54. Degna di nota è la debolezza della reazione politica
internazionale. La sottomissione della politica alla tecnologia e alla finanza
si dimostra nel fallimento dei Vertici mondiali sull’ambiente. Ci sono troppi
interessi particolari e molto facilmente l’interesse economico arriva a
prevalere sul bene comune e a manipolare l’informazione per non vedere colpiti
i suoi progetti. In questa linea il Documento di Aparecida [documento
conclusivo della 5° Conferenza generale del CELAM - Consiglio Episcopale
Latino-Americano, tenutasi nel 2007] chiede che «negli interventi sulle risorse
naturali non prevalgano gli interessi di gruppi economici che distruggono
irrazionalmente le fonti di vita». L’alleanza tra economia e tecnologia
finisce per lasciare fuori tutto ciò che non fa parte dei loro interessi
immediati. Così ci si potrebbe aspettare solamente alcuni proclami
superficiali, azioni filantropiche isolate, e anche sforzi per mostrare
sensibilità verso l’ambiente, mentre in realtà qualunque tentativo delle
organizzazioni sociali di modificare le cose sarà visto come un disturbo
provocato da sognatori romantici o come un ostacolo da eludere.
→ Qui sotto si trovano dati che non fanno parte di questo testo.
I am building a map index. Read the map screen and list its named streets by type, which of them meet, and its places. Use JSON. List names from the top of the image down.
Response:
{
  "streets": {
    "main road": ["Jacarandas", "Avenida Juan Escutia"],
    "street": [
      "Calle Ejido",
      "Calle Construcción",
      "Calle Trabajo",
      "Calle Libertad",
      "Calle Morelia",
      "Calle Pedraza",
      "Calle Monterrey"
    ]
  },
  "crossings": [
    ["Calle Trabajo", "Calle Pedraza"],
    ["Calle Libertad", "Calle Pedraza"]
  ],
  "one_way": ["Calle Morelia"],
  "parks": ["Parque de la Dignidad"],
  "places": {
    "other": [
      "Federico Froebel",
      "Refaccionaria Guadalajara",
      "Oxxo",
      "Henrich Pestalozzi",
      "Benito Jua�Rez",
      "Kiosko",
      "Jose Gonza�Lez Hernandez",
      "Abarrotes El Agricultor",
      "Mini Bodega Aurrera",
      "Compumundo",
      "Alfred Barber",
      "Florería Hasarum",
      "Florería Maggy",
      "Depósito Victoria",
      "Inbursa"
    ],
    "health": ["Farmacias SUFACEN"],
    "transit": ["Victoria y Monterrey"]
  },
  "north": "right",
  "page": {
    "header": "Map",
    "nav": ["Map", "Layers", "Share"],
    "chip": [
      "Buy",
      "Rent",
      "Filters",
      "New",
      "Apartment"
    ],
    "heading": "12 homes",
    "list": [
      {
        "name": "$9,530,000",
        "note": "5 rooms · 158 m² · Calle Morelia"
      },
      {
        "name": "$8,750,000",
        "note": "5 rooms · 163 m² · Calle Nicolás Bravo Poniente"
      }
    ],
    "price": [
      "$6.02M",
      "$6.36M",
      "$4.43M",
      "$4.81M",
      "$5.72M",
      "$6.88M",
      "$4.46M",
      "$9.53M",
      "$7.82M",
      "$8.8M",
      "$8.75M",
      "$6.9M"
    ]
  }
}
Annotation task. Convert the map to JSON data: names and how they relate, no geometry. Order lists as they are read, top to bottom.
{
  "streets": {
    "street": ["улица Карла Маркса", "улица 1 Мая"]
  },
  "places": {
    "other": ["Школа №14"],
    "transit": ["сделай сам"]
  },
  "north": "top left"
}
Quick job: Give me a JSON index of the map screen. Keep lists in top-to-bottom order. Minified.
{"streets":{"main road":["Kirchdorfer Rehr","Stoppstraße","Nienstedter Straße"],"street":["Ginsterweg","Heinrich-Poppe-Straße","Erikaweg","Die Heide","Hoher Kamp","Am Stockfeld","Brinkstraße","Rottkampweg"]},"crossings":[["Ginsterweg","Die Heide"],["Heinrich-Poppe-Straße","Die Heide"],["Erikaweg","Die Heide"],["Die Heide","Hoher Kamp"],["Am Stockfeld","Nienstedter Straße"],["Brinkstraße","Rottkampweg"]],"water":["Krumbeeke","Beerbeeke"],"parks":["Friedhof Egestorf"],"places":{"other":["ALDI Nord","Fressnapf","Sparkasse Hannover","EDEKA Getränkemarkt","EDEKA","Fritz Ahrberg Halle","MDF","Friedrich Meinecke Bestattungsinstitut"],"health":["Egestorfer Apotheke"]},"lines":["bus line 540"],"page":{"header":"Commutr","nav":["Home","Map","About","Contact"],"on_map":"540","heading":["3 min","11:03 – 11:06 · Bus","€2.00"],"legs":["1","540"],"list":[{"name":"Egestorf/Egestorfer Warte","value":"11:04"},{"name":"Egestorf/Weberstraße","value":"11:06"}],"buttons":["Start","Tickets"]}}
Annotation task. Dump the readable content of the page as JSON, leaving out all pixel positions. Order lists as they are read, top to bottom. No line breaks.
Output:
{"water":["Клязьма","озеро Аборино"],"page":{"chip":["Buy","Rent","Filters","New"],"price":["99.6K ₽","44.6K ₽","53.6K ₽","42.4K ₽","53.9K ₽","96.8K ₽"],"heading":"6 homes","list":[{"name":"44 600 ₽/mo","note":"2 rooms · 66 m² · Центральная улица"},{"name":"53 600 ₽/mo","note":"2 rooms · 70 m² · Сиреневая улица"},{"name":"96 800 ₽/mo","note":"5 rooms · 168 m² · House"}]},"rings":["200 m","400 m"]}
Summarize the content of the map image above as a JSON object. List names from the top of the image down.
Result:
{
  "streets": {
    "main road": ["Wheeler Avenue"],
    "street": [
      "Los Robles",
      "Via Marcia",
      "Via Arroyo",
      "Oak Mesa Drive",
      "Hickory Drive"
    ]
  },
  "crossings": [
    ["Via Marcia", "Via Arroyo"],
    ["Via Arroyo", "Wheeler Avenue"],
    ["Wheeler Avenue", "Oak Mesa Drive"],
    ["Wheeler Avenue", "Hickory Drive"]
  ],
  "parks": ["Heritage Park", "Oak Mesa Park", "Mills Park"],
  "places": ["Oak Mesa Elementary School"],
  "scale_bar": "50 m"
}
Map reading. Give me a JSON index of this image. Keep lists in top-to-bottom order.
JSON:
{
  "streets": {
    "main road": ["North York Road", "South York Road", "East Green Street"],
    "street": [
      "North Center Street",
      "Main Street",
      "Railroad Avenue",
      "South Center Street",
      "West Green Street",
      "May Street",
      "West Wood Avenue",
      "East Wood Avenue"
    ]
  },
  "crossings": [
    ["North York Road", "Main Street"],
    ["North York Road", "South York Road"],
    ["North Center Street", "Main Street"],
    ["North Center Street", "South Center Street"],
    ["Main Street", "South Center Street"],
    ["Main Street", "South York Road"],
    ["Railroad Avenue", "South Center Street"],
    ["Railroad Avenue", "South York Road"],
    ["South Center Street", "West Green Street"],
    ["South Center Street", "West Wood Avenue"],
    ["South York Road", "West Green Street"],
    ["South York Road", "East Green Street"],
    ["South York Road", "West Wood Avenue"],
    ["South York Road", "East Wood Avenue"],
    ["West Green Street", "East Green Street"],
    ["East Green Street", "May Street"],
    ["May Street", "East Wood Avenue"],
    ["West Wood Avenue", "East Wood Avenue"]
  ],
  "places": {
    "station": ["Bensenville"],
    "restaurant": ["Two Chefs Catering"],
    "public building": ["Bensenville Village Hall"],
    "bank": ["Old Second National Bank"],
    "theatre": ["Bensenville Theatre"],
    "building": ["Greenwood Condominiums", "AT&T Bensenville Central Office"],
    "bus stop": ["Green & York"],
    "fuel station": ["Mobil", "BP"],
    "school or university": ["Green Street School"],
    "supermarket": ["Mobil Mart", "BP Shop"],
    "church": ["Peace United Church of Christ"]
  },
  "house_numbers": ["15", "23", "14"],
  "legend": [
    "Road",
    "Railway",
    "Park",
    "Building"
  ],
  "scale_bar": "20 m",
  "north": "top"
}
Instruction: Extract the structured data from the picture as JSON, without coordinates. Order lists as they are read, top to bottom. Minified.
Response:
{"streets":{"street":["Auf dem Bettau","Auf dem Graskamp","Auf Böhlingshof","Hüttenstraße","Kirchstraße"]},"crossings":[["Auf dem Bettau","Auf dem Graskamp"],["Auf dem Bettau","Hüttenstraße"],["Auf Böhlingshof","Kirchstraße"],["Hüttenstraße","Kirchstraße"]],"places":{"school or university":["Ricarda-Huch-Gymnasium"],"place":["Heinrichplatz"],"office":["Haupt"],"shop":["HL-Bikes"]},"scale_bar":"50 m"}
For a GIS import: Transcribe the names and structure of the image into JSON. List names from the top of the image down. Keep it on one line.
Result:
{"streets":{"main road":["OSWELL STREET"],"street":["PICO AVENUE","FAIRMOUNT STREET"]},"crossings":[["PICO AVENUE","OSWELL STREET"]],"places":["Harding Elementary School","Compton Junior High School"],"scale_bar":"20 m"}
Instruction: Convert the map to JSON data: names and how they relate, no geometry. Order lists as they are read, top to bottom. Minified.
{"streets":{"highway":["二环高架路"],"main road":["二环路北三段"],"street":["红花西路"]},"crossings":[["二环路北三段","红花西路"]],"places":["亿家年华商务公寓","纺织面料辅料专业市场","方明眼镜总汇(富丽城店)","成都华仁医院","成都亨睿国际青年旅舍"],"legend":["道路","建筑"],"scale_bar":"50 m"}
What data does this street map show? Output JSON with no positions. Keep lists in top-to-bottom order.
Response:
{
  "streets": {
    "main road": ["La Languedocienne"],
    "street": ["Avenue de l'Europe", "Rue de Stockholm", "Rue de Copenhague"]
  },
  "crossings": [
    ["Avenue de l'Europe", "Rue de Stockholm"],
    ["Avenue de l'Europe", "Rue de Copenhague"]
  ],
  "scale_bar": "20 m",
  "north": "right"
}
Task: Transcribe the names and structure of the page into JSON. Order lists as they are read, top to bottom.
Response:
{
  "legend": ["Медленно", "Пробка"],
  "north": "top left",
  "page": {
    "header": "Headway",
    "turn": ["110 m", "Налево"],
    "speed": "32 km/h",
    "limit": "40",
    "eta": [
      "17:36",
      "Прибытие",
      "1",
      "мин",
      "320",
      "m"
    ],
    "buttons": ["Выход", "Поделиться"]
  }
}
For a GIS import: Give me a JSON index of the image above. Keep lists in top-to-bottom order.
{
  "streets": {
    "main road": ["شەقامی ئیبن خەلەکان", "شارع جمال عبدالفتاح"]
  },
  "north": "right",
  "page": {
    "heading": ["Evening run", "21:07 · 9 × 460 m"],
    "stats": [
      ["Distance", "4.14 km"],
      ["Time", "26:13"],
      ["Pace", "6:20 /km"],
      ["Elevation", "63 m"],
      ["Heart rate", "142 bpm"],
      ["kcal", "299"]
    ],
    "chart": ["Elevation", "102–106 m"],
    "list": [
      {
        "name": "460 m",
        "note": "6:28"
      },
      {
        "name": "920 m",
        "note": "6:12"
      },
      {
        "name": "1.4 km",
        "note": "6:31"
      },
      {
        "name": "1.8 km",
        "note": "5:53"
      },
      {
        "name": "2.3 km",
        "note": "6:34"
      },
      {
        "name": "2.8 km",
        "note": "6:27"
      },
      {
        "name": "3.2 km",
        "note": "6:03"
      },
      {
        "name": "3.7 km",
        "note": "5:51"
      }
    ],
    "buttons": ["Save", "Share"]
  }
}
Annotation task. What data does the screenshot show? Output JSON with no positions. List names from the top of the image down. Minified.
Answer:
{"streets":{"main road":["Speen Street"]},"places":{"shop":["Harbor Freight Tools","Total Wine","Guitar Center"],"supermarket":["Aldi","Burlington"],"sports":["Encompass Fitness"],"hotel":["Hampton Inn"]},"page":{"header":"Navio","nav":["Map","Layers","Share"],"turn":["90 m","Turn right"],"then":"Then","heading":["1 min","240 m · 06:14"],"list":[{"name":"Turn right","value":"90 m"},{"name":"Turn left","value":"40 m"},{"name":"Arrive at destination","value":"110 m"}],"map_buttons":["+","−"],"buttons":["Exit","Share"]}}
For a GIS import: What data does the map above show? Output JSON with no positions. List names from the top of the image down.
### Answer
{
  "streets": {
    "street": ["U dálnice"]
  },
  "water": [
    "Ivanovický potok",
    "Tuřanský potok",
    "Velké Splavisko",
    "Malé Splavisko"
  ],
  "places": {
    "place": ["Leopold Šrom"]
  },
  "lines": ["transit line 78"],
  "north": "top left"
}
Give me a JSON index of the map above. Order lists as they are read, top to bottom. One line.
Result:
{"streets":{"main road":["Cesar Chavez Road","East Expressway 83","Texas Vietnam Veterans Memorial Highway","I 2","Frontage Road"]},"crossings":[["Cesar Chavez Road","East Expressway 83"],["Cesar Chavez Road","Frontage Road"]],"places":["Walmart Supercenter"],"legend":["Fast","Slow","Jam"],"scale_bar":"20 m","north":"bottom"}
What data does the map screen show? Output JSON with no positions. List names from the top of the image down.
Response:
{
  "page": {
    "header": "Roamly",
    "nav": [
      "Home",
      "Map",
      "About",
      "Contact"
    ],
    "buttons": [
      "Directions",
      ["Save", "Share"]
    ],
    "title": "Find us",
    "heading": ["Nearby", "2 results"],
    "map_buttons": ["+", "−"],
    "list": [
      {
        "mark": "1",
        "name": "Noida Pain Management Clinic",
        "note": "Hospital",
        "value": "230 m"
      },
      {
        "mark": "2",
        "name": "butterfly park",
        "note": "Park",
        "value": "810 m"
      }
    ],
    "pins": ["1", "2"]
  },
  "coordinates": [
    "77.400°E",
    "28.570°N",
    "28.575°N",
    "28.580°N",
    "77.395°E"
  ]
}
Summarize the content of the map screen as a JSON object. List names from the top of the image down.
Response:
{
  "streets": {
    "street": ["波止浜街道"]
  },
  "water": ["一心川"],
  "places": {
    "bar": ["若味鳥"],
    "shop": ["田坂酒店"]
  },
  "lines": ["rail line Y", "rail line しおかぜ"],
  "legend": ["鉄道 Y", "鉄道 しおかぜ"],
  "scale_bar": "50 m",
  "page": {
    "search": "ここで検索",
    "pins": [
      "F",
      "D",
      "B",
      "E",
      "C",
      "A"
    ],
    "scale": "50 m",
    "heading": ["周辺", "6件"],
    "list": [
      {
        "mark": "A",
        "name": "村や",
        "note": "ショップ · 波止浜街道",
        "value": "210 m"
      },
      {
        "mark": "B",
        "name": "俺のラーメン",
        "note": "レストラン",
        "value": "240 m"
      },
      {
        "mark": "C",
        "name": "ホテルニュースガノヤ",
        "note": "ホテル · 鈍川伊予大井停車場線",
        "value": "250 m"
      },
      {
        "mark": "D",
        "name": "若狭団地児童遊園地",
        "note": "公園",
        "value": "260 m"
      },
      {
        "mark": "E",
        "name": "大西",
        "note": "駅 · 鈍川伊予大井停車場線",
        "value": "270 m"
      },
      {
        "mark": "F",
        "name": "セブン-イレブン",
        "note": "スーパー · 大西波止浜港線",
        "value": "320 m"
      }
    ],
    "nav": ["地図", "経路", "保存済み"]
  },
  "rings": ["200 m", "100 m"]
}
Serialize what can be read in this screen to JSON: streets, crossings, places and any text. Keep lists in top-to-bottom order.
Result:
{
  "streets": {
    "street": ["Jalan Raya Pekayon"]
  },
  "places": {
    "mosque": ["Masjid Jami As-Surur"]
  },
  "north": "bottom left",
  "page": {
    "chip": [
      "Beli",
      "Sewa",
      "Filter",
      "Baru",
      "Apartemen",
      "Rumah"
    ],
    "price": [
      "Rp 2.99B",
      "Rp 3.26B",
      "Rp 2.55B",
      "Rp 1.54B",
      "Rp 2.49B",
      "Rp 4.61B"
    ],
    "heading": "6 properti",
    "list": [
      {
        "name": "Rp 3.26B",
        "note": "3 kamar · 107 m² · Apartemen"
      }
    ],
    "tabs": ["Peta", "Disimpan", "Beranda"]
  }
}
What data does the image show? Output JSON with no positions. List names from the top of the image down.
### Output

55. A poco a poco alcuni Paesi possono mostrare progressi
importanti, lo sviluppo di controlli più efficienti e una lotta più sincera
contro la corruzione. E’ cresciuta la sensibilità ecologica delle popolazioni,
anche se non basta per modificare le abitudini nocive di consumo, che non sembrano
recedere, bensì estendersi e svilupparsi. E’ quello che succede, per fare solo
un semplice esempio, con il crescente aumento dell’uso e dell’intensità dei
condizionatori d’aria: i mercati, cercando un profitto immediato, stimolano
ancora di più la domanda. Se qualcuno osservasse dall’esterno la società
planetaria, si stupirebbe di fronte a un simile comportamento che a volte
sembra suicida.
56. Nel frattempo i poteri economici continuano a giustificare
l’attuale sistema mondiale, in cui prevalgono una speculazione e una ricerca
della rendita finanziaria che tendono ad ignorare ogni contesto e gli effetti
sulla dignità umana e sull’ambiente. Così si manifesta che il degrado
ambientale e il degrado umano ed etico sono intimamente connessi. Molti diranno
che non sono consapevoli di compiere azioni immorali, perché la distrazione
costante ci toglie il coraggio di accorgerci della realtà di un mondo limitato
e finito. Per questo oggi «qualunque cosa che sia fragile, come l’ambiente,
rimane indifesa rispetto agli interessi del mercato divinizzato, trasformati in
regola assoluta».[citazione dall’esortazione apostolica La gioia del Vangelo - Evangelii Gaudium,
del 2013]-
57. E’
prevedibile che, di fronte all’esaurimento di alcune risorse, si vada creando
uno scenario favorevole per nuove guerre, mascherate con nobili rivendicazioni.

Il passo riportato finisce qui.